Marxism, class and crime Flashcards
What do Marxists say about laws?
The law is enforced disproportionally against the working-class
For Marxists, is crime inevitable in capitalism?
Yes because capitalism is criminogenic - its very nature causes crime
What does a profit motive by the capitalist class encourage?
A mentality of greed and self-interest
What is Gordon’s view on crime?
Crime is a rational response to capitalism and hence is found in all social classes
In what ways is capitalism damaging to the working-class?
- Causes poverty
- Crime may be the only way they can obtain consumer goods encouraged by capitalist advertising
- Alienation and lack of control over their lives may lead to frustration and aggression
What does Chambliss argue?
Laws to protect private property are the corner stone of the capitalist economy
How does the study of East Africa by Chambliss support the Marxist view of crime?

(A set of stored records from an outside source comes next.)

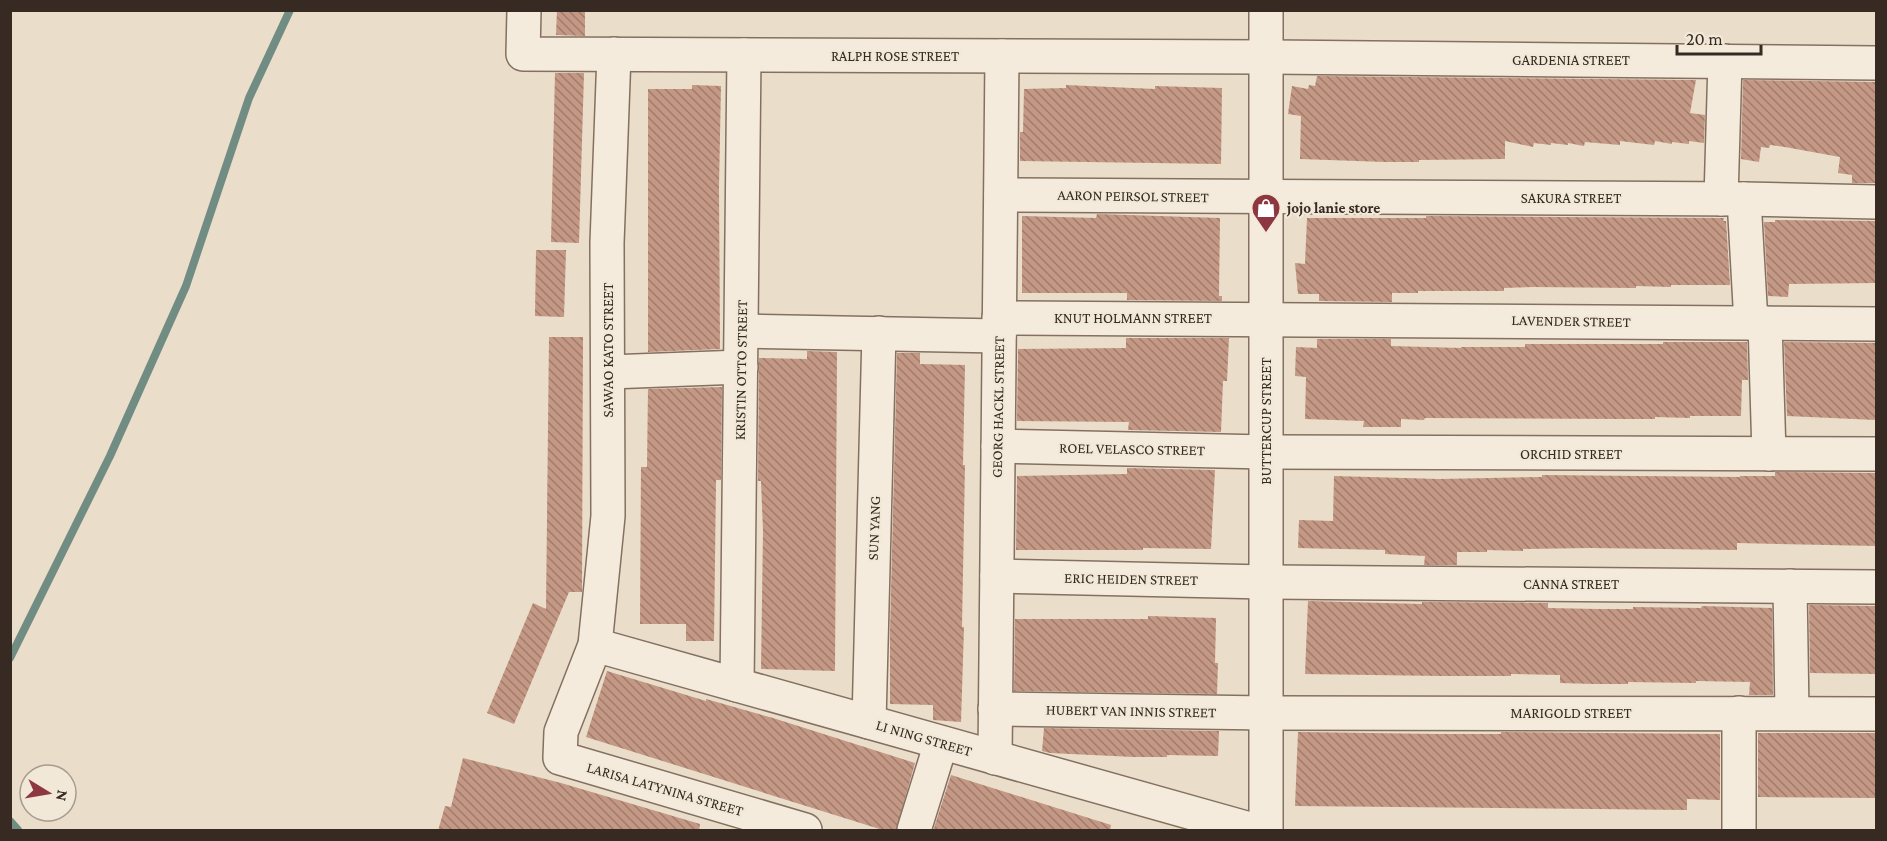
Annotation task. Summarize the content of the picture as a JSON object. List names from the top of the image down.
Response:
{
  "streets": {
    "street": [
      "RALPH ROSE STREET",
      "GARDENIA STREET",
      "AARON PEIRSOL STREET",
      "SAKURA STREET",
      "KNUT HOLMANN STREET",
      "LAVENDER STREET",
      "SAWAO KATO STREET",
      "KRISTIN OTTO STREET",
      "GEORG HACKL STREET",
      "BUTTERCUP STREET",
      "ROEL VELASCO STREET",
      "ORCHID STREET",
      "SUN YANG",
      "ERIC HEIDEN STREET",
      "CANNA STREET",
      "HUBERT VAN INNIS STREET",
      "MARIGOLD STREET",
      "LI NING STREET",
      "LARISA LATYNINA STREET"
    ]
  },
  "crossings": [
    ["RALPH ROSE STREET", "GARDENIA STREET"],
    ["RALPH ROSE STREET", "SAWAO KATO STREET"],
    ["RALPH ROSE STREET", "KRISTIN OTTO STREET"],
    ["RALPH ROSE STREET", "GEORG HACKL STREET"],
    ["RALPH ROSE STREET", "BUTTERCUP STREET"],
    ["GARDENIA STREET", "BUTTERCUP STREET"],
    ["AARON PEIRSOL STREET", "SAKURA STREET"],
    ["AARON PEIRSOL STREET", "GEORG HACKL STREET"],
    ["AARON PEIRSOL STREET", "BUTTERCUP STREET"],
    ["SAKURA STREET", "BUTTERCUP STREET"],
    ["KNUT HOLMANN STREET", "LAVENDER STREET"],
    ["KNUT HOLMANN STREET", "KRISTIN OTTO STREET"],
    ["KNUT HOLMANN STREET", "GEORG HACKL STREET"],
    ["KNUT HOLMANN STREET", "BUTTERCUP STREET"],
    ["KNUT HOLMANN STREET", "SUN YANG"],
    ["LAVENDER STREET", "BUTTERCUP STREET"],
    ["SAWAO KATO STREET", "LI NING STREET"],
    ["SAWAO KATO STREET", "LARISA LATYNINA STREET"],
    ["KRISTIN OTTO STREET", "LI NING STREET"],
    ["GEORG HACKL STREET", "ROEL VELASCO STREET"],
    ["GEORG HACKL STREET", "ERIC HEIDEN STREET"],
    ["GEORG HACKL STREET", "HUBERT VAN INNIS STREET"],
    ["GEORG HACKL STREET", "LI NING STREET"],
    ["BUTTERCUP STREET", "ROEL VELASCO STREET"],
    ["BUTTERCUP STREET", "ORCHID STREET"],
    ["BUTTERCUP STREET", "ERIC HEIDEN STREET"],
    ["BUTTERCUP STREET", "CANNA STREET"],
    ["BUTTERCUP STREET", "HUBERT VAN INNIS STREET"],
    ["BUTTERCUP STREET", "MARIGOLD STREET"],
    ["ROEL VELASCO STREET", "ORCHID STREET"],
    ["SUN YANG", "LI NING STREET"],
    ["ERIC HEIDEN STREET", "CANNA STREET"],
    ["HUBERT VAN INNIS STREET", "MARIGOLD STREET"]
  ],
  "places": {
    "shop": ["jojo lanie store"]
  },
  "scale_bar": "20 m",
  "north": "right"
}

- By showing how the British law imposed was used to coerce the population into working on the British colonists’ plantations
- Made tax payable by cash, if you did not work you were labelled a criminal
Identify two ways in which crime and the law perform an ideological function for capitalism.
- Some laws (e.g. health and safety) appear to benefit the working class, giving capitalism a ‘caring face’ (Pearce)
- Occasionally prosecuting capitalists makes it seem as if there is not one law for the rich and one for the poor
What are 2 criticisms of Marxism?
- Too deterministic, over-predicts crime in WC
- The criminal justice system does sometimes act against the interests of the capitalist class
Explain the difference between deterministic and voluntaristic views of behaviour.
- A deterministic view of behaviour suggests that crime is caused by external factors, such as subcultures or poverty
- A voluntaristic view of behaviour sees the criminal as having free will and their crime is therefore the result of choice.
Who comes up with the idea of deterministic and voluntaristic behaviour?
Taylor et al
What was Taylor et al’s ‘fully social theory of deviance’?
- Wider origins of the deviant act
- The immediate origins of the deviant act (particular context)
- The act itself
- The immediate origins of social reaction (police, family and community)
- The wider origins of social reaction (who has the power to define actions as deviant)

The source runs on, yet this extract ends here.